Using voltages applied to metallic surfaces in very close proximity, it is possible to trap charged atoms. When positively charged, the atoms begin to repel each other due to the Coulomb force. The repulsion successfully maintains the atoms at a distance from each other, such that they form lattice-or crystal-like surfaces. The MIT physicists applied the same forces used for trapping the atoms to pull and push the ion crystal over the lattice, and to squeeze and stretch the ion crystal, in a motion similar to an accordion, to modify the atomic spacing.

They observed that the two surfaces underwent maximum friction, similar to two complementary Lego bricks, when atoms in the ion crystal were normally spaced at intervals equaling the optical lattice spacing.

It was found that when the atomic spacing is such that each atom occupies a trough in the optical lattice, if complete ion crystal is shifted across the optical lattice, initially the atoms tend to adhere to the troughs of the lattice. This occurs due to their tendency to be attracted to a lower electric potential, and because of the Coulomb forces that cause the atoms to repel.

However, when a certain level of force is used, the ion crystal abruptly slips, as the atoms jointly move to the next trough.

It’s like an earthquake,” Vuletic says. “There’s force building up, and then there’s suddenly a catastrophic release of energy.

The team continued stretching and squeezing the ion crystal in order to influence the arrangement of atoms. They found that if the atom spacing did not match that of the optical lattice, friction between the two surfaces disappeared.

In this situation, the crystal is inclined not to stick, and abruptly slips, and continues to move smoothly across the optical lattice, similar to a caterpillar’s movement across a surface.

For example, in arrangements wherein certain atoms are in troughs, certain stoms in peaks, and other atoms in between troughs and peaks, when the ion crystal is transferred across the optical lattice, one atom may move down a peak providing a little stress for another atom to move up a trough, which may help pull another atom and so on.

What we can do is adjust at will the distance between the atoms to either be matched to the optical lattice for maximum friction, or mismatched for no friction,” Vuletic says.

Gangloff adds that the team’s method can be used in other areas such as for controlling proteins, molecules, and other biological parts.

Vanishing friction

Melanie Gonick/MIT (with computer simulations from Alexei Bylinkskii)

In the biological domain, there are various molecules and atoms in contact with one another, sliding along like biomolecular motors, as a result of friction or lack of friction,” Gangloff says. “So this intuition for how to arrange atoms so as to minimize or maximize friction could be applied.

Tobias Schaetz, a professor of physics at the University of Freiburg in Germany, sees the results as a “clear breakthrough” in gaining insight into “otherwise inaccessible fundamental physics.” The method can be used in numerous areas, from the nanoscale to the macroscale, he added.

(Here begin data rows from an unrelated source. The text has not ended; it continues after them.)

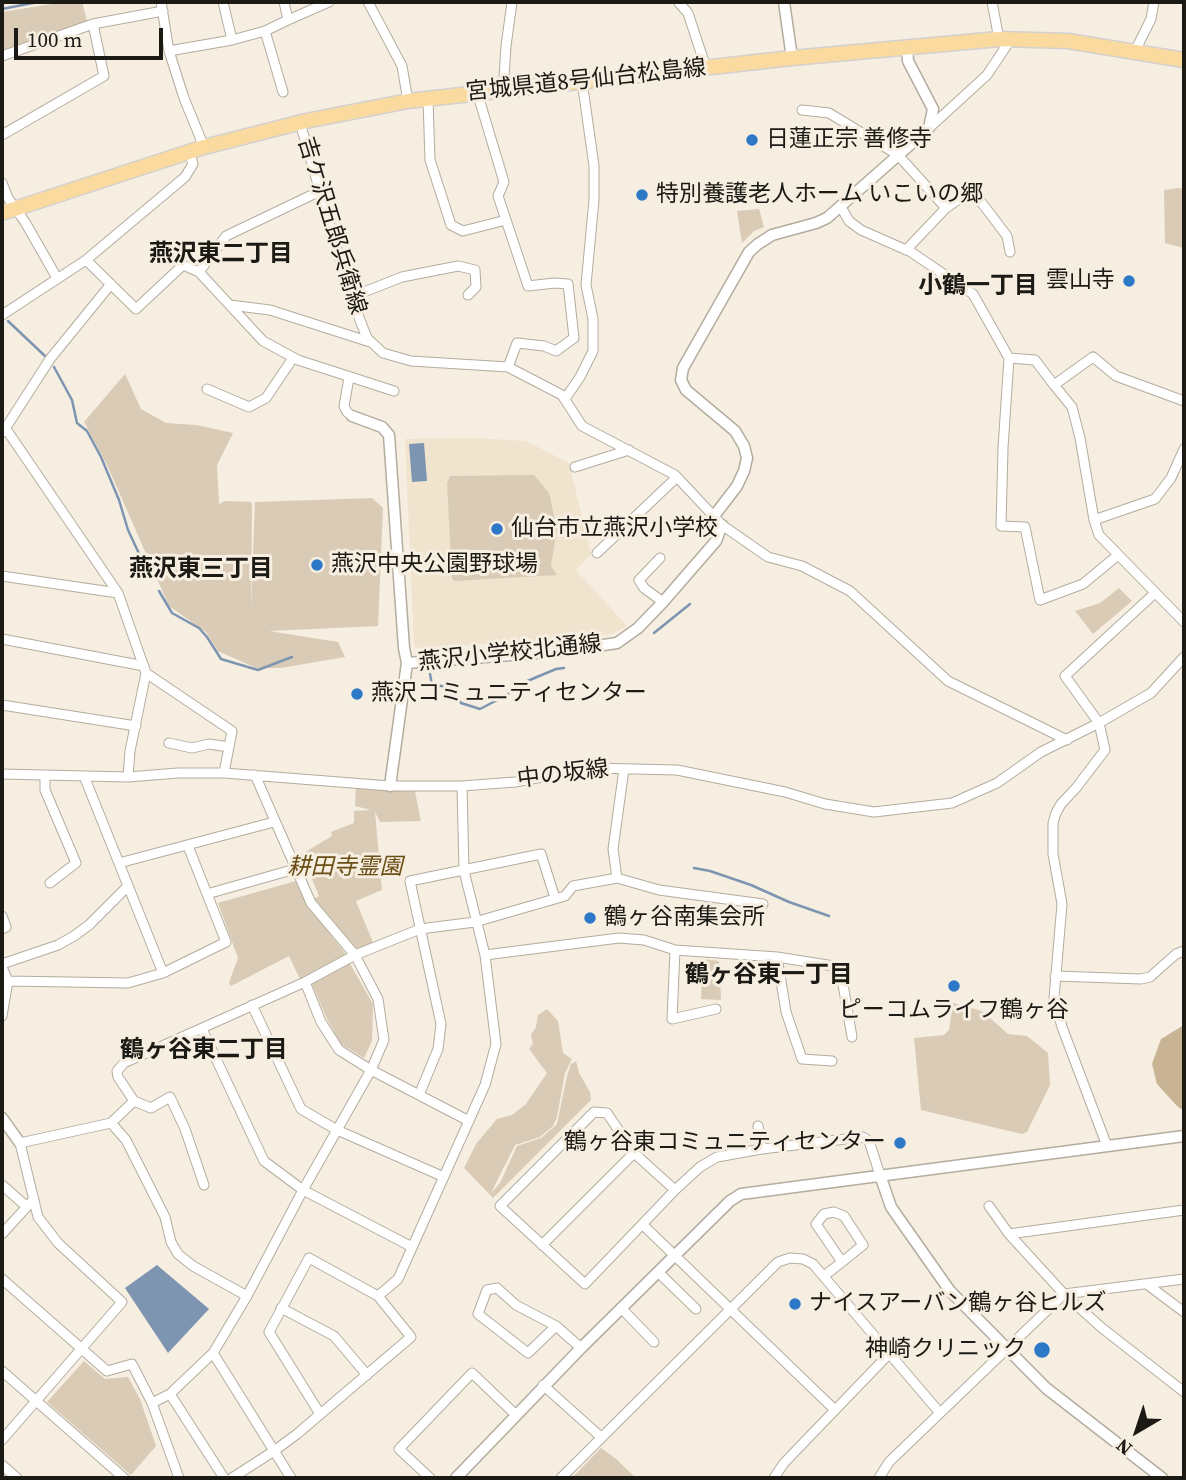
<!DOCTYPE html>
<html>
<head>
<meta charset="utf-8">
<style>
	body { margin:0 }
	#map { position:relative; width:1186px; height:1480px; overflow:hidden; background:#f6eee0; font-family:"Source Serif 4",serif }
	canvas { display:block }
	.frame { position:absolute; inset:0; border:4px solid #1c1a15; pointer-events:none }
	.north { position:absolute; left:1102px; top:1396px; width:70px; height:70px; -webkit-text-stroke:5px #f6eee0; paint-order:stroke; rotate:219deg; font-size:19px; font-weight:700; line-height:28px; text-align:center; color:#1c1a15 }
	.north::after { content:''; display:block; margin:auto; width:24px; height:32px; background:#1c1a15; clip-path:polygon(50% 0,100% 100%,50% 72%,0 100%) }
	.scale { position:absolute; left:14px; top:28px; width:149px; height:32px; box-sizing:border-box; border:4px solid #1c1a15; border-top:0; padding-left:9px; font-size:21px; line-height:24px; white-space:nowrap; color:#1c1a15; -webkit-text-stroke:5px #f6eee0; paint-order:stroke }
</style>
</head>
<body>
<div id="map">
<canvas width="1186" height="1480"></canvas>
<div class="frame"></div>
<div class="north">N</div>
<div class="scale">100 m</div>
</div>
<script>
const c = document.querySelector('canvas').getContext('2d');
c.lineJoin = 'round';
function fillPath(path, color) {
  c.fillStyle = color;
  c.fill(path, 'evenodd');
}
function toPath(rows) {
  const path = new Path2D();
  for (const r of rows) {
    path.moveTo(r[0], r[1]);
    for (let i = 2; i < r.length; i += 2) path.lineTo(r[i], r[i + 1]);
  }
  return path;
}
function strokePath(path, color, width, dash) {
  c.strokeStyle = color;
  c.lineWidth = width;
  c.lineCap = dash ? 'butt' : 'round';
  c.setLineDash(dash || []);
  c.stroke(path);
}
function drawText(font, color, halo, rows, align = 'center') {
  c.font = font + ' "Source Serif 4","Noto Sans JP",serif';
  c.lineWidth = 6;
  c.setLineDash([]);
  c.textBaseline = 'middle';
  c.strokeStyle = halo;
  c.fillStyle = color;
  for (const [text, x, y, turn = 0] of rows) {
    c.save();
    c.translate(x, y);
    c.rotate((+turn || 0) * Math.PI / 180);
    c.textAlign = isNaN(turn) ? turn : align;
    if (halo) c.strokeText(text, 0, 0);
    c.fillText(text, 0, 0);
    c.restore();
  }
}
const built = toPath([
	[475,438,526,441,569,463,591,554,576,570,627,626,612,634,585,638,417,648,414,645,405,439]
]);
const green = toPath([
	[64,2,82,2,87,21,2,50,2,12],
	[1178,188,1184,189,1184,248,1165,243,1164,190],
	[759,209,764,227,754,231,742,243,737,211],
	[125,374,141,409,166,423,196,425,233,433,217,465,219,504,225,501,251,502,252,504,251,609,255,502,372,498,383,508,378,626,269,631,338,642,345,657,281,668,256,668,218,651,206,632,169,606,108,467,84,422],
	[534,475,549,493,557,529,551,566,557,575,455,581,452,579,447,483,450,476],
	[1119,588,1132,601,1093,634,1075,611,1100,603],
	[356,786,414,787,421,821,380,822,375,812,382,890,356,901,374,945,364,950,356,949,314,899,319,896,302,854,332,836,331,832,354,823,354,811,371,810,355,806],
	[296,881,305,902,345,953,344,959,300,979,289,956,231,986,229,983,238,958,218,903],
	[703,959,719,961,721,1000,701,999],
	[349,962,373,1004,372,1041,364,1058,341,1044,327,1019,312,984],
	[953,1003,982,1011,1008,1034,1027,1036,1048,1053,1050,1085,1027,1132,1022,1134,921,1110,914,1038,944,1035,949,1030],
	[547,1009,558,1021,563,1053,572,1059,565,1073,557,1117,553,1126,540,1137,515,1145,491,1193,500,1183,517,1146,541,1138,557,1124,567,1076,571,1064,576,1061,579,1073,590,1092,591,1100,493,1198,464,1168,476,1144,497,1119,512,1115,526,1104,547,1073,529,1049,533,1044,531,1035,536,1027,538,1015],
	[84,1361,105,1379,128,1377,140,1399,156,1446,131,1475,47,1402],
	[601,1448,615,1458,636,1478,572,1478]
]);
const forest = toPath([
	[1184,1025,1184,1111,1177,1106,1157,1084,1152,1064,1161,1039]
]);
const water = toPath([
	[424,443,427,481,412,482,409,444],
	[157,1265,209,1309,168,1353,125,1288]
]);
const stream = toPath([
	[2,9,38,2],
	[8,321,45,356],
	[54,367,72,400,77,423,87,431,101,457,119,500,128,530,149,575],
	[159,591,172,613,199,628,207,637,221,659,258,670,292,657],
	[654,633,690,604],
	[430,674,432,685,451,687,461,703,480,709,505,696,525,682,556,669,564,668],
	[694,868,710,871,751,885,789,902,829,916]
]);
const minor = toPath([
	[161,2,169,51,232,40,223,2],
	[368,2,402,66,408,101],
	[992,2,999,39],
	[679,3,688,13,706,68],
	[288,20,329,2],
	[265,31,283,92],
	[232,40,265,31,288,20,284,2],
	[169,51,184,98,204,147],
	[1135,51,1151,19,1154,2],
	[2,56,93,24,163,11],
	[506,90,504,77,506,46,512,2],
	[477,92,504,182,498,196,528,286,554,283,568,284,574,338,556,351,544,346,517,343,508,367],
	[428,99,430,160,451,225,463,231,506,220],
	[802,110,829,113,898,155,946,208],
	[300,123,351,297,367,338,383,353,411,361,508,367,562,395,582,426,675,475,722,525,768,557,802,566,850,591,948,681,1067,740],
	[929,128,987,75,1011,39],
	[2,135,104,76,93,24],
	[2,183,8,198,25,222,57,278],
	[841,207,849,221,861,230,911,252,973,294,1009,358,1003,448,1001,526,1025,527,1040,600,1083,584,1118,555],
	[906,250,946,208,972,190,1007,236,1010,252],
	[86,260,136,309,183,265,199,272,263,341,298,360,394,391],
	[199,272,226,236,318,192],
	[351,297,402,277,458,266,475,270,476,287,468,295],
	[230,305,270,310,370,342],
	[2,315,86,260,185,177,193,164,189,151],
	[1009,358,1035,360,1054,385,1093,357,1116,376,1184,401],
	[349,378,344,406,347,412,352,416],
	[1054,385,1072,407,1080,438,1094,520,1155,499,1171,478,1184,449],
	[207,389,249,407,266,398,293,358],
	[565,399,580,377,593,351,593,319,586,285,594,200,594,166,582,81],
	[6,429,118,593,146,673,232,731,224,773],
	[3,432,50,359,111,284],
	[575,467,629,450],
	[1094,520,1099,535,1184,622],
	[597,553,677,477],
	[660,558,639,580,644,588,663,602],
	[2,576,118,593],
	[2,639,144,666],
	[2,705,136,726],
	[169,743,192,748,209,744,229,747],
	[2,774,128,777,178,773,224,773,390,786,462,786,515,782,592,768,677,770,785,792,825,804,874,812,952,803,997,783,1041,752,1099,723,1151,693,1184,657],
	[45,775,45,790,76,863,50,883],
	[84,776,163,973],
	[128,777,130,751,146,673],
	[119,863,274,822],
	[617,878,613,849,624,769],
	[207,894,295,869],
	[2,916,6,927,2,929],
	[675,950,672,1019,716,1009],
	[485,955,619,938,644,940,675,950,777,957,840,967,852,1037],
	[777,957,786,1012,802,1059,832,1061],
	[2,964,58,945,74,936,89,925,128,886],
	[2,967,8,981,2,1016],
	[1055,976,1141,979,1150,977,1176,954,1184,951],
	[8,981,128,983,163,973,226,942,188,846],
	[305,982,321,1022,339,1050,371,1070,469,1121],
	[252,1005,301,1109,337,1130,444,1177],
	[202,1029,264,1161,303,1190,412,1247],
	[419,1095,438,1049,441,1024,410,881,541,854,555,898],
	[134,1101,151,1108,170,1097,185,1129,204,1185],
	[111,1123,126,1140,165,1217,171,1242,178,1254,193,1266,247,1296],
	[758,1126,762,1149],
	[1107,1146,1062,1027,1054,998,1062,904,1053,854,1053,823,1056,813,1061,804,1076,788,1105,750,1099,723,1065,676,1155,593],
	[2,1185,26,1206],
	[675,1190,634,1153,607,1113,594,1112,500,1206,585,1284,675,1190,700,1167,717,1157,762,1149,863,1137,869,1141,880,1175],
	[989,1206,1009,1234,1064,1294,1102,1328,1184,1392],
	[643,1225,835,1410],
	[2,1234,34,1199],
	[1009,1234,1184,1210],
	[542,1245,634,1153],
	[658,1272,696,1309],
	[824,1276,842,1262,863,1245,844,1216,834,1212,824,1214,816,1224,842,1262],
	[2,1279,107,1371,132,1364,152,1403,179,1478],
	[1148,1285,1184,1312],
	[378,1296,398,1279,485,1085,496,1044,485,955,464,871,462,786],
	[281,1308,334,1336,367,1375],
	[621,1308,654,1342],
	[556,1326,528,1353,478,1314,487,1290,497,1288,516,1305,556,1326,581,1348],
	[213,1353,291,1478],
	[2,1371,124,1478],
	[543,1385,601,1437],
	[170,1394,224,1478],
	[152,1403,170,1394,213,1353,247,1296,303,1190,371,1070,384,1040,378,999,355,955,311,903,255,775],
	[2,1440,122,1302,58,1243,38,1217,20,1143,111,1123,134,1101,118,1077,117,1071,124,1063,305,982,355,955,420,929,475,922,565,896,573,886,617,878,659,890,763,904],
	[2,1465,17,1478],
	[232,1478,274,1451,297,1434,411,1337,378,1296,309,1258,269,1332,320,1414],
	[430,1478,399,1449,472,1373,516,1415],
	[561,1478,778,1262,790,1258,803,1259,813,1264,940,1413],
	[774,1478,784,1463,889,1354],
	[879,1478,889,1462,1064,1294,1184,1279]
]);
const tertiary = toPath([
	[784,2,792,58],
	[352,416,382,427,389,435,404,648,407,663],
	[714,516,737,486,744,471,747,458,744,446,735,431,686,390,681,380,683,368,749,252,758,244,772,235,816,223,827,218,929,128,933,109,908,61,907,47],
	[390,786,407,663,563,651,617,643,638,628,663,602,716,541,722,525],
	[2,1118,20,1143],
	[880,1175,891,1207,950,1291,1046,1388,1162,1478],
	[456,1478,581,1348,730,1201,741,1194,1184,1136]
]);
const primary = toPath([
	[2,213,204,147,306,121,408,101,792,58,999,39,1068,41,1184,60]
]);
const markers = [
	[752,140,7,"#2e78c8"],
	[642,195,7,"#2e78c8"],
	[1129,281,7,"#2e78c8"],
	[497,529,7,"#2e78c8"],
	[317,565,7,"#2e78c8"],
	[357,694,7,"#2e78c8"],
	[590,918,7,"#2e78c8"],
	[954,986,7,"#2e78c8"],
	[900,1143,7,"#2e78c8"],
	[795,1304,7,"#2e78c8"],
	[1042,1350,9,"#2e78c8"]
];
const streetNames = [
	["宮城県道8号仙台松島線",586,81,-6],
	["吉ケ沢五郎兵衛線",331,226,73],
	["燕沢小学校北通線",510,654,-6],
	["中の坂線",563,775,-7]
];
const poiNames = [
	["日蓮正宗 善修寺",766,140],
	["特別養護老人ホーム いこいの郷",656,195],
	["雲山寺",1115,281,"right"],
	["仙台市立燕沢小学校",511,529],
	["燕沢中央公園野球場",331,565],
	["燕沢コミュニティセンター",371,694],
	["鶴ヶ谷南集会所",604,918],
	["ピーコムライフ鶴ヶ谷",954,1011,"center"],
	["鶴ヶ谷東コミュニティセンター",886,1143,"right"],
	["ナイスアーバン鶴ヶ谷ヒルズ",809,1304],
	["神崎クリニック",1026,1350,"right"]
];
const parkNames = [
	["耕田寺霊園",345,868]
];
const neighbourhoodNames = [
	["燕沢東二丁目",221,255],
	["小鶴一丁目",978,287],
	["燕沢東三丁目",201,570],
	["鶴ヶ谷東一丁目",769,976],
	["鶴ヶ谷東二丁目",204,1051]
];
fillPath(built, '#f0e4cf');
fillPath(green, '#d9cbb5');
fillPath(forest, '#c8b494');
fillPath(water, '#7d95b1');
strokePath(stream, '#7d95b1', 2.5);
strokePath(minor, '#b4ac9f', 11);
strokePath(tertiary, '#b4ac9f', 13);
strokePath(primary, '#d2d1d0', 17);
strokePath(minor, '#fff', 9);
strokePath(tertiary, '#fff', 10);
strokePath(primary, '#fbdaa0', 14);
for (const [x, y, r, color] of markers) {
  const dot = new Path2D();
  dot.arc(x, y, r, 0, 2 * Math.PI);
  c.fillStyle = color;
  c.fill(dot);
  strokePath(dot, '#f6eee0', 2.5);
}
drawText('23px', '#1c1a15', '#f6eee0', streetNames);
drawText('23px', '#1c1a15', '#f6eee0', poiNames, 'left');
drawText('italic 23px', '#6a4e16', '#f6eee0', parkNames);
drawText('bold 24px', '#1c1a15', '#f6eee0', neighbourhoodNames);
</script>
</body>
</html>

“The applications and related impact of their novel method propels a huge variety of research fields investigating effects relevant from raft tectonics down to biological systems and motor proteins,” says Schaetz, who was not involved in the research. “Just imagine a nanomachine where we could control friction to enhance contact for traction, or mitigate drag on demand.

This research endeavor was funded in part by the National Science Foundation and the National Science and Engineering Research Council of Canada.